New Hampshire Primary narrows race further

This past week, the New Hampshire Primary took place. This was the first primary vote after the Iowa Caucuses to take place this election season. Following the Iowa Caucuses, several candidates dropped out, finishing well below those on top.

The Saturday before the NH Primary another Republican Debate took place. While it seemed the debate would be the same old banter between Trump and the other front-runners, it took a different turn when Governor Chris Christie began taking swipes at Marco Rubio, who placed third in Iowa. Christie felt that the public needed to know who they were voting for, so he continued to dig at Rubio for saying similar lines several times throughout the debate.

While this effort seemed important at the time, Christie received critical backlash online for attacking one of the few candidates that has the ability to pull together many in the party, including college students. While Christie believed that this would help his campaign, he finished low in the primary vote and changed his scheduled plan to travel to South Carolina to head back to New Jersey, where he later announced he was dropping out.

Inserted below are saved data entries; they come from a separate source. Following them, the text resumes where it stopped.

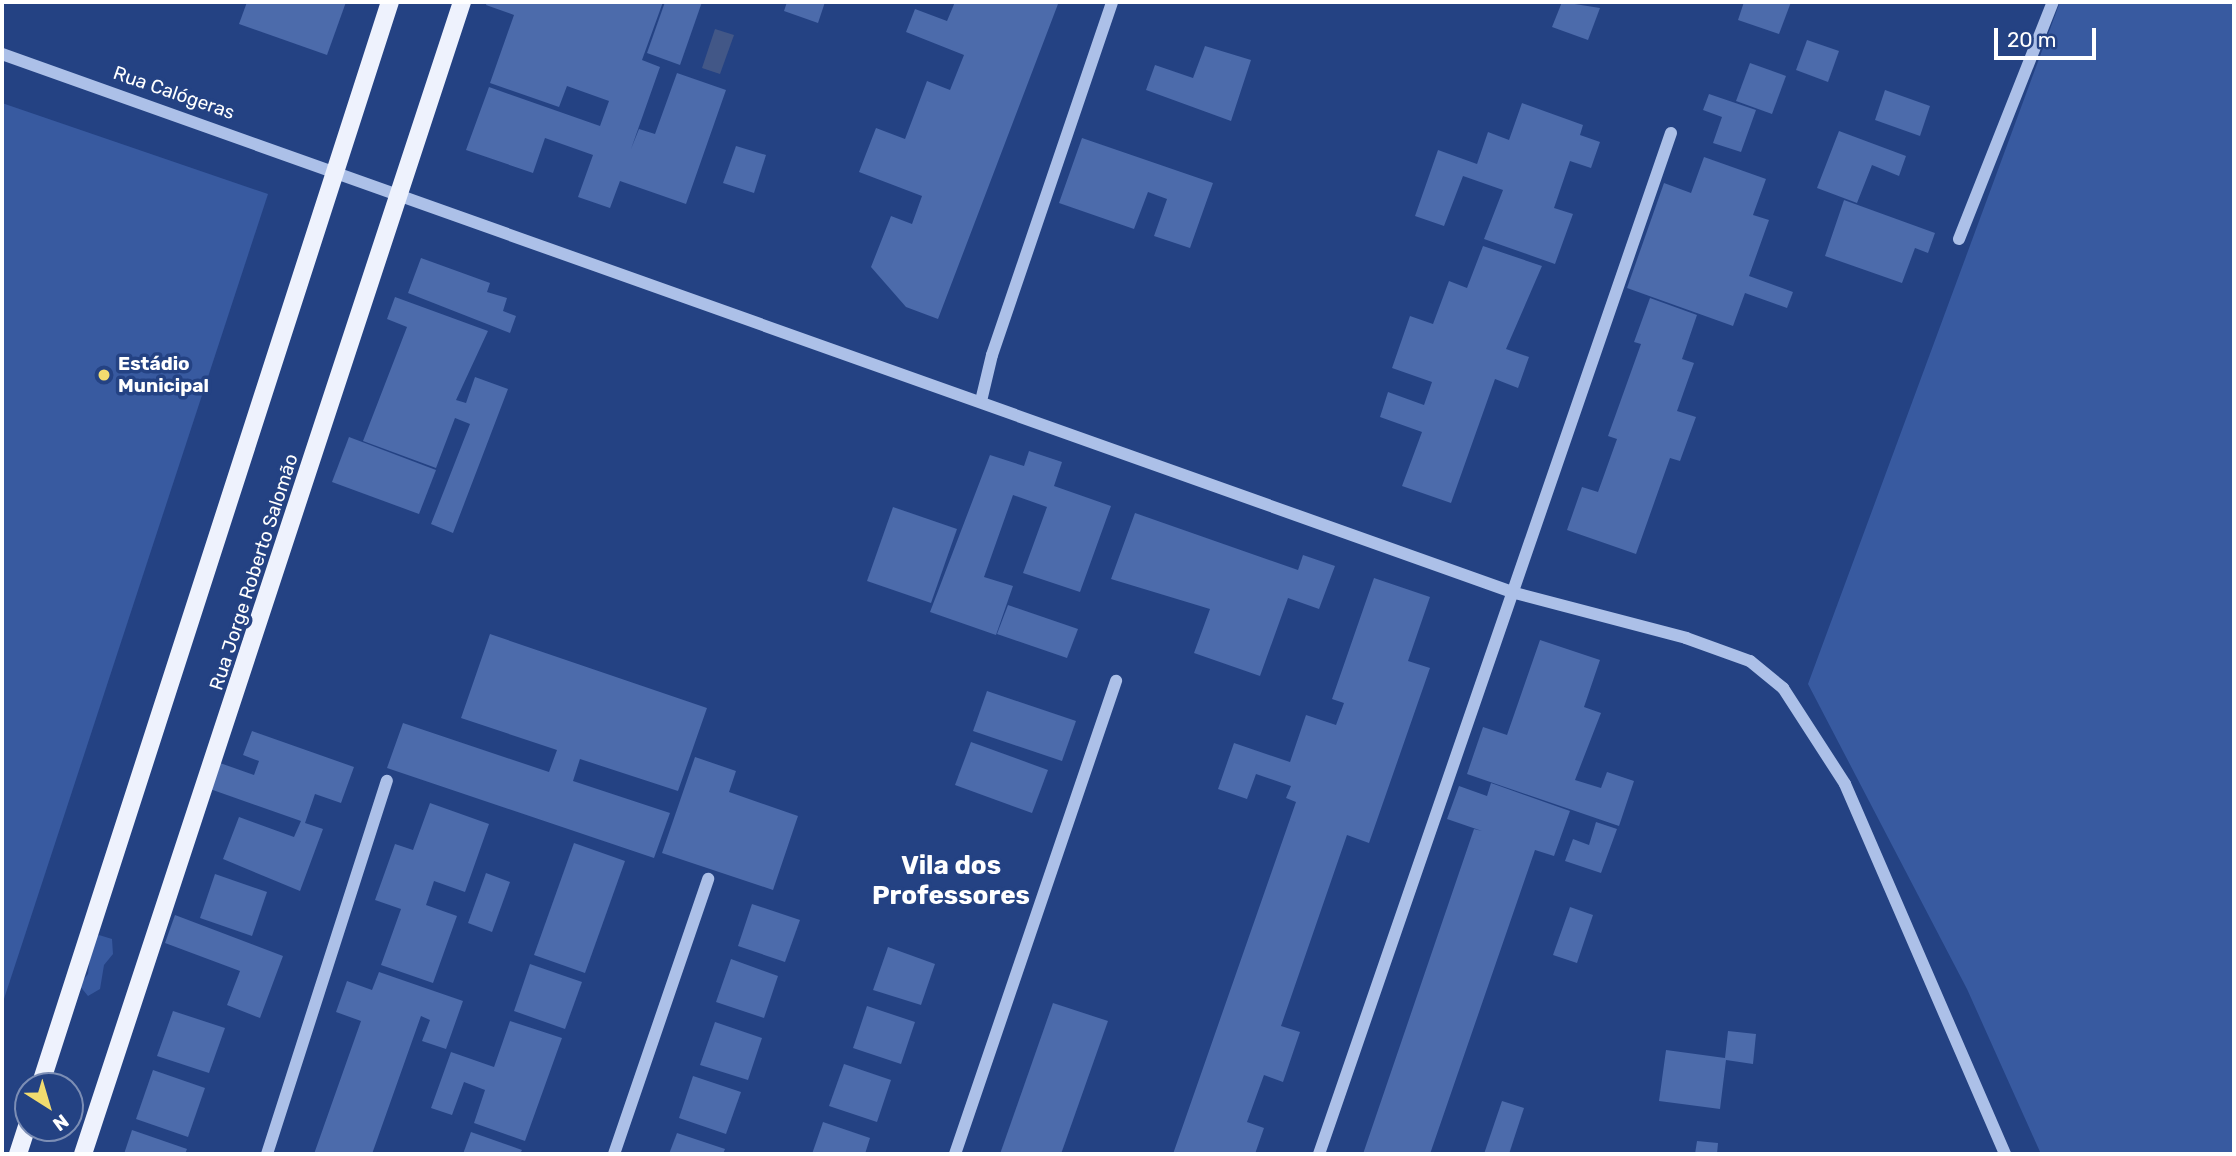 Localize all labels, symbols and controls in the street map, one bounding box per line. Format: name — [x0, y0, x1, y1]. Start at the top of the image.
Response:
scale bar — [1998, 14, 2100, 58]
text: 20 m — [2007, 27, 2056, 52]
street label: Rua Calógeras — [110, 62, 238, 124]
place label: Estádio Municipal — [118, 353, 209, 397]
marker: Estádio Municipal — [96, 367, 112, 383]
street label: Rua Jorge Roberto Salomão — [205, 451, 303, 693]
district label: Vila dos Professores — [872, 850, 1030, 912]
north arrow — [14, 1072, 84, 1142]
text: N — [48, 1109, 73, 1136]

Rubio placed fifth in New Hampshire and felt that his debate performance was to blame. He gave a speech following the results and said outright that this was not on his supporters; the results were because of his poor debate showing and he said that it will never happen again. While only time will tell, Rubio’s performance in the debate on February 13th was strong, showing a better side of a strong contender.

Carly Fiorina, former Hewlett-Packard CEO, also suspended her campaign following the primary. Jim Gilmore also dropped out of the race. Most in Iowa didn’t know who Jim Gilmore was because he said that he had chosen to focus on New Hampshire, feeling that it was much more important than Iowa.

The Republican field continues to narrow and with national conventions and the general election nearing closer every day, it is becoming more imperative that the candidates stop arguing amongst themselves and targeting one another. While there is yet to be a strong consensus among Republican voters, it is more important than ever that they come together and vote Republican in the fall in order to win back the White House.